The Film and Publications Board chief executive was forced to recuse herself from the hearing where the gallery and the City Press appeared to argue against the board’s intent to classify the painting by artist Brett Murray.
Makhasi had tweeted a day before the hearing: “It’s interesting how media is sensitive to being gagged and yet so quick to want to gag others”.
This led to accusations of bias. But she insisted as the chief executive that she had nothing to do with classifying the painting.
“We have had a bit of drama before. I remember we classified (the movie) District 9 after complaints about prejudice of Nigerians in the film,” she explained.
“You have that drama sometimes when a distributor is not happy with higher age rating… but not to the extent of The Spear… Perhaps we were naïve to think that everybody would understand what our role is and where we fit in.”
Suddenly the board and Makhasi were thrust into the spotlight after classifying the controversial painting.
The painting, which depicted President Jacob Zuma in a Lenin pose with his genitals exposed was, rated 16N (nudity).

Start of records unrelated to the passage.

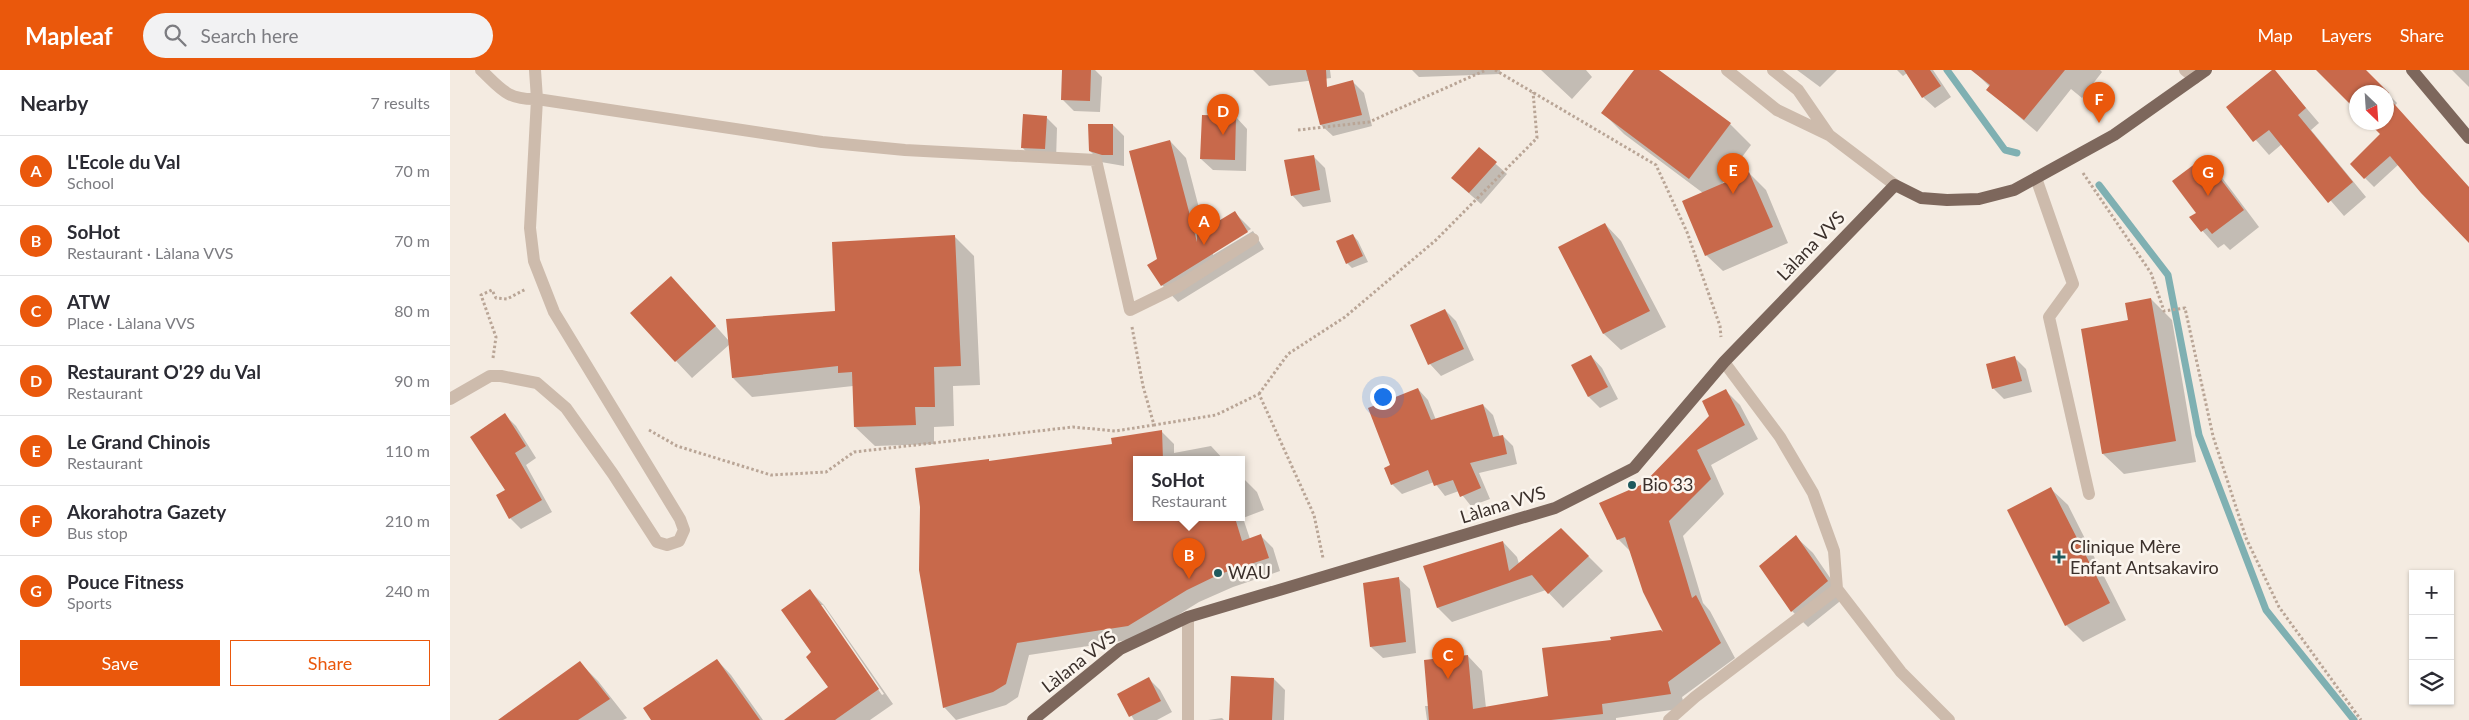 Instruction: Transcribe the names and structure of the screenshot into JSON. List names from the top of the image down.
{
  "streets": {
    "main road": ["Làlana VVS"]
  },
  "places": {
    "other": ["Bio 33", "WAU"],
    "health": ["Clinique Mère Enfant Antsakaviro"]
  },
  "north": "bottom right",
  "page": {
    "header": "Mapleaf",
    "search": "Search here",
    "nav": ["Map", "Layers", "Share"],
    "heading": ["Nearby", "7 results"],
    "pins": [
      "F",
      "D",
      "E",
      "G",
      "A",
      "B",
      "C"
    ],
    "list": [
      {
        "mark": "A",
        "name": "L'Ecole du Val",
        "note": "School",
        "value": "70 m"
      },
      {
        "mark": "B",
        "name": "SoHot",
        "note": "Restaurant · Làlana VVS",
        "value": "70 m"
      },
      {
        "mark": "C",
        "name": "ATW",
        "note": "Place · Làlana VVS",
        "value": "80 m"
      },
      {
        "mark": "D",
        "name": "Restaurant O'29 du Val",
        "note": "Restaurant",
        "value": "90 m"
      },
      {
        "mark": "E",
        "name": "Le Grand Chinois",
        "note": "Restaurant",
        "value": "110 m"
      },
      {
        "mark": "F",
        "name": "Akorahotra Gazety",
        "note": "Bus stop",
        "value": "210 m"
      },
      {
        "mark": "G",
        "name": "Pouce Fitness",
        "note": "Sports",
        "value": "240 m"
      }
    ],
    "popup": ["SoHot", "Restaurant"],
    "map_buttons": ["+", "−"],
    "buttons": ["Save", "Share"]
  }
}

Makhasi says some in the media were opportunistic.
“(They are distorting) the mandate of the board and (confusing) the public about what exactly our work is.
“With democracy the board’s mandate changed to focus on classification instead of censorship,” she said.
“With the process of classifying The Spear, I picked up so much paranoia driven by very clear sections of our population (but) I don’t want to go into the politics of that.”
“We were following a very clear process that is legislated and we can show proof that this process is supported by law and we have a right to operate in the space,” she added.
“We are not trying to favour anybody or scare anyone. We cannot have a situation where certain sections of the South African (population) want us to implement our mandate according to (their interests).”
But the former National Youth Commission head said she had almost forgotten about public pressure until The Spear saga. “If you know the NYC you would know that we were always making headlines for one reason or another no matter how hard we tried not to.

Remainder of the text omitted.